Sog.: Vitaliano Brancati, Augusto Genina, (il terzo episodio è basato su una storia di Sandro De Feo e Ivo Perilli). Scen.: Augusto Genina, Vitaliano Brancati, Sandro De Feo, Mino Maccari, Ercole Patti, Ivo Perilli. F.: G.R. Aldo. M.: Giancarlo Cappelli. Scgf.: Franco Fontana. Mus.: Antonio Veretti. Int.: Lia Amanda (Renata Marzocchi), Antonella Lualdi (Anna Maria), Eleonora Rossi Drago (Gianna Aragona), Edda Soligo (infermiera), Isa Pola (signora Paola), Isa Querio (Maddalena), Marcella Rovena (madre di Gianna), Bruno Vecchio (padre di Renata), Mariolina Bovo (Mimma), Gino Cervi (professor Aragona). Prod.: Renato Bassoli per Electra Film. 35mm. D.: 113’. Bn.
Tre storie proibite was inspired by the same case described in Giuseppe De Santis’ Roma ore 11 – the collapse of a staircase which caused the deaths of several young women applying for a typing job.
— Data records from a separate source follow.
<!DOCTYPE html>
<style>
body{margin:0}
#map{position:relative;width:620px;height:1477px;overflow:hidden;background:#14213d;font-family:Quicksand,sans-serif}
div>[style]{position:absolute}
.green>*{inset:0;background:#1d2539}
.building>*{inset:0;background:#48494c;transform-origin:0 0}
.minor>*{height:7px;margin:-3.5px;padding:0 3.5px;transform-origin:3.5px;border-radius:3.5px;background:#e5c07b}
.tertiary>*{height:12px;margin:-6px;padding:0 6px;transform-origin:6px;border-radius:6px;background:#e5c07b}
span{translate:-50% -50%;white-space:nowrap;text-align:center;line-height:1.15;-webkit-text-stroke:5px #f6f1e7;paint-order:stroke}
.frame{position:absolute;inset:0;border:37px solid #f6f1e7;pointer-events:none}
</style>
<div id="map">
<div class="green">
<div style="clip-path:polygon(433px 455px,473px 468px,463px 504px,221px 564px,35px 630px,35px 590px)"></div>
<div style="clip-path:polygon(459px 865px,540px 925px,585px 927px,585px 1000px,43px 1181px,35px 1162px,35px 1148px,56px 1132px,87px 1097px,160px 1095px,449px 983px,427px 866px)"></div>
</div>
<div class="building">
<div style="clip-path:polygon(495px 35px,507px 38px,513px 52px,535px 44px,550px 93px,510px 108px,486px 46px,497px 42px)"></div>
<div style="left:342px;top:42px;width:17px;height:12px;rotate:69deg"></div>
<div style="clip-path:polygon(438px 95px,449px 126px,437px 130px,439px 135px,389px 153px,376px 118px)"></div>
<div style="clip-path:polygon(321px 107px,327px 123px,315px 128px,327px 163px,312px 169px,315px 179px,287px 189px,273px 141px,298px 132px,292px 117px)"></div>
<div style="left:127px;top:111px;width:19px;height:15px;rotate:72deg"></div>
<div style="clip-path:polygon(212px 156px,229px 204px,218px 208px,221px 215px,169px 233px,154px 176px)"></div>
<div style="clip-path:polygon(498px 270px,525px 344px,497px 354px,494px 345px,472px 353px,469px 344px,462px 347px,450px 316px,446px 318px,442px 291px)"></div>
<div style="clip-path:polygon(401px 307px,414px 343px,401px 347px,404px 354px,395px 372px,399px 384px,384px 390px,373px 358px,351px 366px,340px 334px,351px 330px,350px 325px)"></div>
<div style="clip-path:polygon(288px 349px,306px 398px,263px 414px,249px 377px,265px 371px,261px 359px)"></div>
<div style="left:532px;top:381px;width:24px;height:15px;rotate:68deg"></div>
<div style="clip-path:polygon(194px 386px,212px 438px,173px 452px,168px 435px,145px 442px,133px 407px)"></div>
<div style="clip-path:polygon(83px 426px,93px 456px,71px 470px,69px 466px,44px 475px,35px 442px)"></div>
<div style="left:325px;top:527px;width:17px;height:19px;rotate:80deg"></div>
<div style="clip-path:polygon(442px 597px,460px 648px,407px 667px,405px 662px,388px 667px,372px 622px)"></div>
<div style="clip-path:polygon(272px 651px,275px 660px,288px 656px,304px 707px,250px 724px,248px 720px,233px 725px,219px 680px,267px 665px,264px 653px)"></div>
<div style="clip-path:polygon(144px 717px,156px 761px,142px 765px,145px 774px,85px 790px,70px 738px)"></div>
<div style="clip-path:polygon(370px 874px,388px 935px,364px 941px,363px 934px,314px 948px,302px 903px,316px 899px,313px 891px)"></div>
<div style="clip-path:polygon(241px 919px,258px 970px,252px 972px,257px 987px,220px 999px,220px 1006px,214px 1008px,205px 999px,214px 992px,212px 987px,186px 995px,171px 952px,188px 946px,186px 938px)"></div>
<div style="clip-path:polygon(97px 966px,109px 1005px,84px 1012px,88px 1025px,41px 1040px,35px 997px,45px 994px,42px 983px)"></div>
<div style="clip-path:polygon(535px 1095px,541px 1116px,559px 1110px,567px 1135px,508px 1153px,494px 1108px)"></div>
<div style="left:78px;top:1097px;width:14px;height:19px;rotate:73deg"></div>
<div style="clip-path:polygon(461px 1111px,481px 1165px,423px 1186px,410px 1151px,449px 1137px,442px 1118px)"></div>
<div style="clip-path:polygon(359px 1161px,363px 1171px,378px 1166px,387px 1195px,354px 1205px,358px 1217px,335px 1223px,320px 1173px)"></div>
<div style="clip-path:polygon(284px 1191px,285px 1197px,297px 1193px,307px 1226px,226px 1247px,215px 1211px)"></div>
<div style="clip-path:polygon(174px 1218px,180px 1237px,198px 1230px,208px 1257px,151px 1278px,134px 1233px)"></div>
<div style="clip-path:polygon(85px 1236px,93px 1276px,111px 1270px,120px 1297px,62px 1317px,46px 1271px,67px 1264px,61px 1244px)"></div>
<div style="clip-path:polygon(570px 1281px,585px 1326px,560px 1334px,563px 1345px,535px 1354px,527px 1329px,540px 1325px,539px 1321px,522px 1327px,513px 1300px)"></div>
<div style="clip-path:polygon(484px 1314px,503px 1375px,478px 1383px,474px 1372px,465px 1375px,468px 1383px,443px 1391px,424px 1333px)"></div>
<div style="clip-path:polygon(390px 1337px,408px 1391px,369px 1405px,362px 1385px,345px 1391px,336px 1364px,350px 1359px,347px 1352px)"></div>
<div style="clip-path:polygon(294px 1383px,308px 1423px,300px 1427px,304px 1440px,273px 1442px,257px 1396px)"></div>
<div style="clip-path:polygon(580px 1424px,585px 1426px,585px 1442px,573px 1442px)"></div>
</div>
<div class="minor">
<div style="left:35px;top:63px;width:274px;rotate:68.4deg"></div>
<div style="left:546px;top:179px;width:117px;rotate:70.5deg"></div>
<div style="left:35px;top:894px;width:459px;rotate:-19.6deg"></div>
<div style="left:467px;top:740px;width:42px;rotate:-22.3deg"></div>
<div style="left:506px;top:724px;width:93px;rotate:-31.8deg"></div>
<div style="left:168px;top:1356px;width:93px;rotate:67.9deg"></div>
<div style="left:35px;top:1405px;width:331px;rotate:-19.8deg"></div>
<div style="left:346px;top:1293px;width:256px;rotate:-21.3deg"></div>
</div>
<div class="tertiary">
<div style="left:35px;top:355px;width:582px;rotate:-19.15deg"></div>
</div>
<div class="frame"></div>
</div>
The different conclusions that the two directors draw from the events are revealing. De Santis sent Elio Petri out to conduct a reportage, which was then only partially used, interpreted by a cast of stars on a set recreated in the studio. Genina, on the other hand, claims that he also carried out an investigation only to discard the results: “Without this investigation I could not have made the film, but the dramas surrounding these girls, however tragic, were, as it were, already well known. So the first story, which Brancati suggested to me, the one about the girl who was molested, was inspired by a novella by Maupassant and brought up to date through the use of a psychoanalytic perspective. In the second story, only the beginning was based on fact. The theme of the third, in its original version, was drawn from a story by Proust, but the censors forced me to change it considerably”.
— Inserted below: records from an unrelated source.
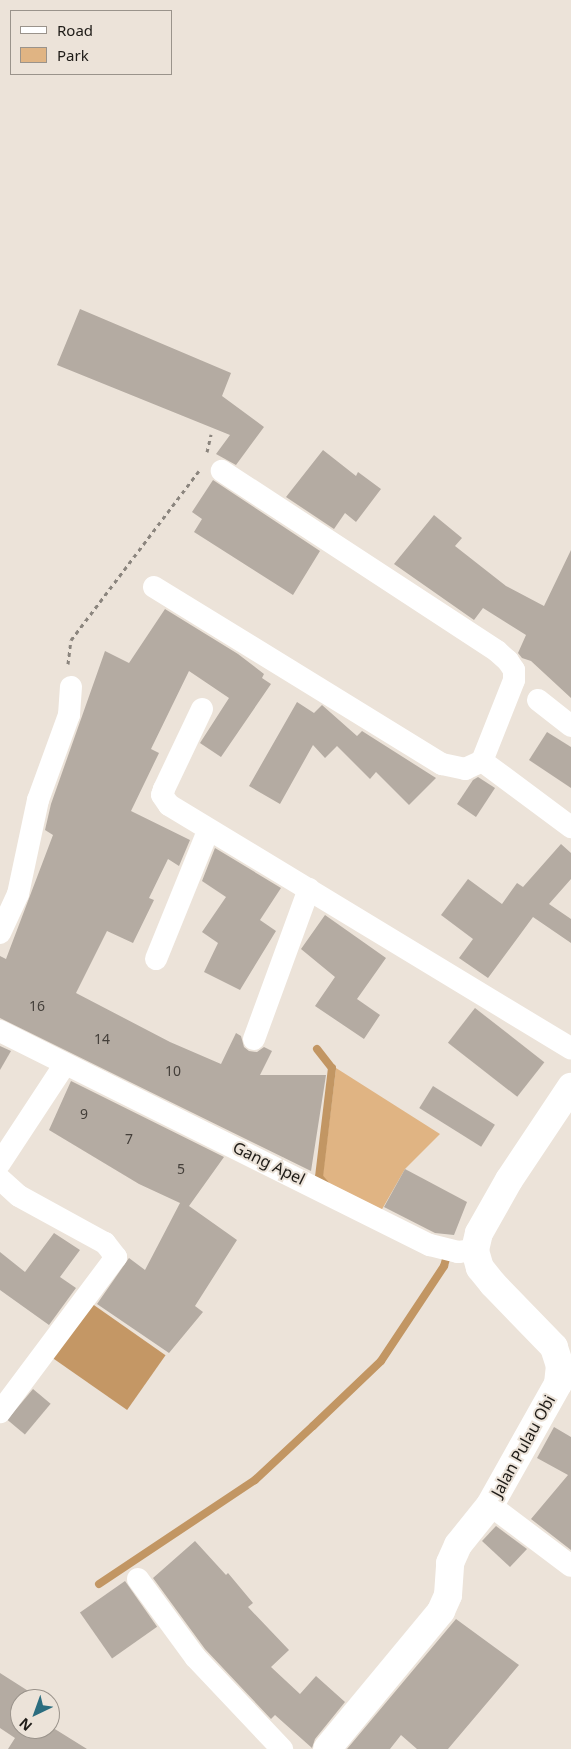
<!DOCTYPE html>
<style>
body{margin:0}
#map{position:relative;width:571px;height:1749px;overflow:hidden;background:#ece3d9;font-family:"Noto Sans",sans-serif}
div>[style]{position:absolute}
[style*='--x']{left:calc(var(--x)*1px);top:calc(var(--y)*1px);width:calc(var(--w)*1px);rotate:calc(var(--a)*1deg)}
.green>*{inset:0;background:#e0b483}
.forest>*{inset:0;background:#c49765;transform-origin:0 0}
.stream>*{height:8px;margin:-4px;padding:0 4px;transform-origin:4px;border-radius:4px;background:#c29663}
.building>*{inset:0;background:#b4aba2;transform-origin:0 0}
.path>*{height:3px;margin-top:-1.5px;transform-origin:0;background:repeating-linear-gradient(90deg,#8b857e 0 4px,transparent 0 8px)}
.minor>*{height:22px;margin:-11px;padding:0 11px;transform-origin:11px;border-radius:11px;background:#fff}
.tertiary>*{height:28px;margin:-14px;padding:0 14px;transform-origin:14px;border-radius:14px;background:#fff}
span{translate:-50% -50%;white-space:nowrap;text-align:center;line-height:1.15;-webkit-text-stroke:4px #ece3d9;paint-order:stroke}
.number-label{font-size:14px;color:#443f3a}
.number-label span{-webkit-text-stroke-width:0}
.street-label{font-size:16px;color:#1e1b17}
.legend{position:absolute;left:10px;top:10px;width:162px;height:65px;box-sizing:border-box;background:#ece3d9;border:1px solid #9a938b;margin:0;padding:6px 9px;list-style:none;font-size:15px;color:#1e1b17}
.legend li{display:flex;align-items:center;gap:10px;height:25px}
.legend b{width:25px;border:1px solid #9a938b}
.north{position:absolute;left:10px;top:1689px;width:50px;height:50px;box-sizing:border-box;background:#ece3d9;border:1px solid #9a938b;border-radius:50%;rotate:222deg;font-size:14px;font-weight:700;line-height:20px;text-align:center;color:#1e1b17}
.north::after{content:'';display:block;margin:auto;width:18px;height:22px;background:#2b6d7f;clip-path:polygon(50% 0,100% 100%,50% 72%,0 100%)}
</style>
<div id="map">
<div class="green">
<i style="clip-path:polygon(336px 1068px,440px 1134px,405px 1169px,381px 1211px,322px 1181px)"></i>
</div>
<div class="forest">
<i style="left:91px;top:1303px;width:91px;height:67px;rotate:35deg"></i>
</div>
<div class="stream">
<i style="--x:317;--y:1049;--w:24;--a:52"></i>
<i style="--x:332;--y:1068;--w:110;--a:96.8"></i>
<i style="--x:319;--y:1177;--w:9;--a:49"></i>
<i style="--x:99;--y:1584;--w:187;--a:-33.7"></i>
<i style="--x:255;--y:1480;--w:79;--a:-43"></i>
<i style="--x:313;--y:1426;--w:94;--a:-43.7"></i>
<i style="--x:381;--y:1361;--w:114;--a:-56.4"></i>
<i style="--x:444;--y:1266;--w:15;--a:-74"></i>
</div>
<div class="building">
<i style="clip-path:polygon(80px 309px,231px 373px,222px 396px,264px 427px,236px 465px,216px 454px,230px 435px,57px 365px)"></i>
<i style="clip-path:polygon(323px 450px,356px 476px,358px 472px,381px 489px,356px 522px,345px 513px,334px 529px,286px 497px)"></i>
<i style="clip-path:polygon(213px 480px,320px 551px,293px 595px,194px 532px,202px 519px,192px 512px)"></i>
<i style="clip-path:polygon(434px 515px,462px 538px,455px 546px,506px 586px,544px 606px,571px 550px,571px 698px,531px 661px,522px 658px,518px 653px,526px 635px,483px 608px,474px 620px,394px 564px)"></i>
<i style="clip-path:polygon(165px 609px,238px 654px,264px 674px,262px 678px,271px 684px,221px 757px,200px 743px,229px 698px,189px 671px,151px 749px,159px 753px,131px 811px,190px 840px,179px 866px,168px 859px,149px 898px,154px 900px,133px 943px,107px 931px,76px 993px,170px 1042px,221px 1064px,236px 1033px,241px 1036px,244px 1047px,249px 1051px,257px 1052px,264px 1047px,272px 1051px,260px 1075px,326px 1075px,311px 1171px,0 1018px,0 956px,6px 959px,53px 835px,45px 830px,51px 804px,105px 651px,129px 663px)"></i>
<i style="clip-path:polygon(297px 702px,314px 713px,322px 705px,357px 736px,362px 731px,436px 778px,409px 805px,376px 772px,370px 779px,337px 746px,325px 758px,313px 745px,280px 804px,249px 786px)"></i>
<i style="clip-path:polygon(547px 732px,571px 747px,571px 788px,529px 760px)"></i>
<i style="clip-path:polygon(478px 777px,495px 788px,476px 817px,457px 804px,473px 780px)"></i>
<i style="clip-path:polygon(561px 844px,571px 853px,571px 879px,549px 904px,571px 919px,571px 943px,533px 917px,488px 978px,459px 958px,473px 939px,441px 915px,468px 879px,502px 904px,517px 883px,523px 887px)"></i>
<i style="clip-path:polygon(215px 848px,281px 888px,260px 920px,276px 931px,240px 990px,204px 972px,218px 943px,202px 932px,226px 897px,202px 881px)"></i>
<i style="clip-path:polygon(325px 915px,386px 958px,357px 999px,380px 1015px,364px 1039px,315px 1006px,335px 977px,301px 949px)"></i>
<i style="left:475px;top:1008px;width:88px;height:44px;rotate:38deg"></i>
<i style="clip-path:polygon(0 1046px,11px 1051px,0 1070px)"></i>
<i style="clip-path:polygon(71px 1081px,224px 1157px,189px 1206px,237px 1240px,195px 1306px,203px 1312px,169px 1353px,97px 1304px,129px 1258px,145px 1270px,180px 1203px,139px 1184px,49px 1130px)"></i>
<i style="left:433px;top:1086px;width:73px;height:26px;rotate:32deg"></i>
<i style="clip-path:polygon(405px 1169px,467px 1202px,454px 1235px,435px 1233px,384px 1207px)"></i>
<i style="clip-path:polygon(54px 1233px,80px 1250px,60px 1277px,76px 1288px,49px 1325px,0 1290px,0 1252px,25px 1272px)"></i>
<i style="left:33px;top:1389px;width:23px;height:40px;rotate:40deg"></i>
<i style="clip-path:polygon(554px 1427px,571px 1437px,571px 1550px,531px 1519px,568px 1475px,537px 1458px)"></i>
<i style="clip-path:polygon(496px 1526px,527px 1549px,510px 1567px,482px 1541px)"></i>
<i style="clip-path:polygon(195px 1541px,226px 1575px,228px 1573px,253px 1603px,248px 1607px,289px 1650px,271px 1667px,300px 1694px,316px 1676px,345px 1702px,315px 1739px,312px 1748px,275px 1715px,271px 1719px,205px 1649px,153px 1578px)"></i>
<i style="left:125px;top:1581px;width:56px;height:55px;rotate:55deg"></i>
<i style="clip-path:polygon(456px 1619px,519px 1665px,448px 1749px,417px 1749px,401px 1735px,390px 1749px,347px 1749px)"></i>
<i style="clip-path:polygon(0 1673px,33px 1694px,30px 1699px,20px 1699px,20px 1729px,50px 1729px,50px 1726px,87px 1749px,8px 1749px,15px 1738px,0 1728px)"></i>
</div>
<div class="path">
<i style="--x:207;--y:452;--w:18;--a:-77"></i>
<i style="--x:68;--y:664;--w:24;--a:-83"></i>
<i style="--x:71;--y:640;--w:212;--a:-52.9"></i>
</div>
<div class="minor">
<i style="--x:154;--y:587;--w:338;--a:31.6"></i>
<i style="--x:442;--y:764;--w:24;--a:12"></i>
<i style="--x:465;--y:769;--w:19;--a:-25"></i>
<i style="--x:482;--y:761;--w:87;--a:-68.4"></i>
<i style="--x:514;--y:680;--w:10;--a:-90"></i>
<i style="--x:514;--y:670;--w:11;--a:-124"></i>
<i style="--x:508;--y:661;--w:15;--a:-138"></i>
<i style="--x:497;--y:651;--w:329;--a:-146.8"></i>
<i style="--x:538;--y:700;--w:42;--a:38.2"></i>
<i style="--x:202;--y:709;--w:89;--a:115.4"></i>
<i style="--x:164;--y:789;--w:6;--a:108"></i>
<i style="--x:162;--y:795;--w:12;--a:55"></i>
<i style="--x:169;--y:805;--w:470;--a:31.2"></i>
<i style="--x:482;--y:761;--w:111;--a:36.6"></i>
<i style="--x:0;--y:933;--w:43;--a:-65.2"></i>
<i style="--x:18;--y:894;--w:96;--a:-78"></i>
<i style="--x:38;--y:800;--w:90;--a:-70"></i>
<i style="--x:69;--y:715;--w:28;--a:-86"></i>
<i style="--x:156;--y:959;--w:138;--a:-67.9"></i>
<i style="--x:0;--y:1031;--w:480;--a:26.5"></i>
<i style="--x:430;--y:1245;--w:29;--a:14"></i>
<i style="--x:458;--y:1252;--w:17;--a:-7"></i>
<i style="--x:254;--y:1039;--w:160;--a:-69.9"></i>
<i style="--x:0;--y:1163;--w:118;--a:-56.7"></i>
<i style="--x:0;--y:1179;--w:25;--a:42"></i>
<i style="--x:19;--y:1196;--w:98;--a:28.7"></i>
<i style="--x:105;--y:1243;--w:18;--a:52"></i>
<i style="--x:116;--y:1257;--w:194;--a:126.8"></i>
<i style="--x:490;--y:1505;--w:101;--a:37"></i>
<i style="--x:138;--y:1579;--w:97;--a:53.8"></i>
<i style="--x:195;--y:1657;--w:127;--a:46.6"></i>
</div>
<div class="tertiary">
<i style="--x:327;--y:1749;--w:179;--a:-50.4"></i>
<i style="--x:441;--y:1611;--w:17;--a:-66"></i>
<i style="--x:448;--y:1595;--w:32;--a:-86"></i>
<i style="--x:450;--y:1563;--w:20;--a:-66"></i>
<i style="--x:458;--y:1545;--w:51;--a:-51.3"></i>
<i style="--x:490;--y:1505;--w:139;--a:-60.7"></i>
<i style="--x:558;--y:1384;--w:18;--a:-84"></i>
<i style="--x:560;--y:1366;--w:20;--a:-108"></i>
<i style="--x:554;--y:1347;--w:88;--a:-134.1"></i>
<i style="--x:493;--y:1284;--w:21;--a:-129"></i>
<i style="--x:480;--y:1268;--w:19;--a:-106"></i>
<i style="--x:475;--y:1250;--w:17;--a:-77"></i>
<i style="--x:479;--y:1233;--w:61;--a:-60.5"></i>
<i style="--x:509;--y:1180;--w:112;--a:-56.3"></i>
</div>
<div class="number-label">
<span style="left:37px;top:1006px">16</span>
<span style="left:102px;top:1039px">14</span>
<span style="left:173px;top:1071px">10</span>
<span style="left:84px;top:1114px">9</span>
<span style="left:129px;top:1139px">7</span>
<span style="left:181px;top:1169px">5</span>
</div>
<div class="street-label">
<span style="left:269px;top:1163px;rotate:26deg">Gang Apel</span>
<span style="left:523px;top:1446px;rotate:-61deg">Jalan Pulau Obi</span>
</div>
<ul class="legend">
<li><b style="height:6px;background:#fff"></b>Road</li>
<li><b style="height:14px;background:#e0b483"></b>Park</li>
</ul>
<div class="north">N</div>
</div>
Of the three episodes, one is virtually unclassifiable, a delicate balancing act between drama and farce. It is the story of a woman who ends up married to a rich but superficial man, a lover of jokes and a keen radio ham (a figure who seen today displays overtly queer traits). However, in the other two (a woman molested as a child and a female drug addict dominated by her dealer) we are in the midst of bourgeois drama. The original news story provides the pretext for what is perhaps the only ‘Freudian’ drama of the period, entirely centred around trauma, dissatisfaction and dependency (and the resulting film would have been even clearer had the final episode not been rewritten). But this emphasis on psychology is immediately transformed into a naturalistic plot with a taste for the bizarre and the pathological. In the middle episodes this gives rise to a grotesque comedy that takes place in a “modern Rome, that could equally be Berlin”. Above all it displays a taste for an unhealthy eroticism that constitutes one of the most evident stylistic traits of the director, as Alberto Moravia noted at the time: “The most marked feature of his art is an emphasis on sensuality, as is also clear from this film. A somewhat pungent sensuality in the first episode […] and a warmer, more relaxed one in the remaining two”.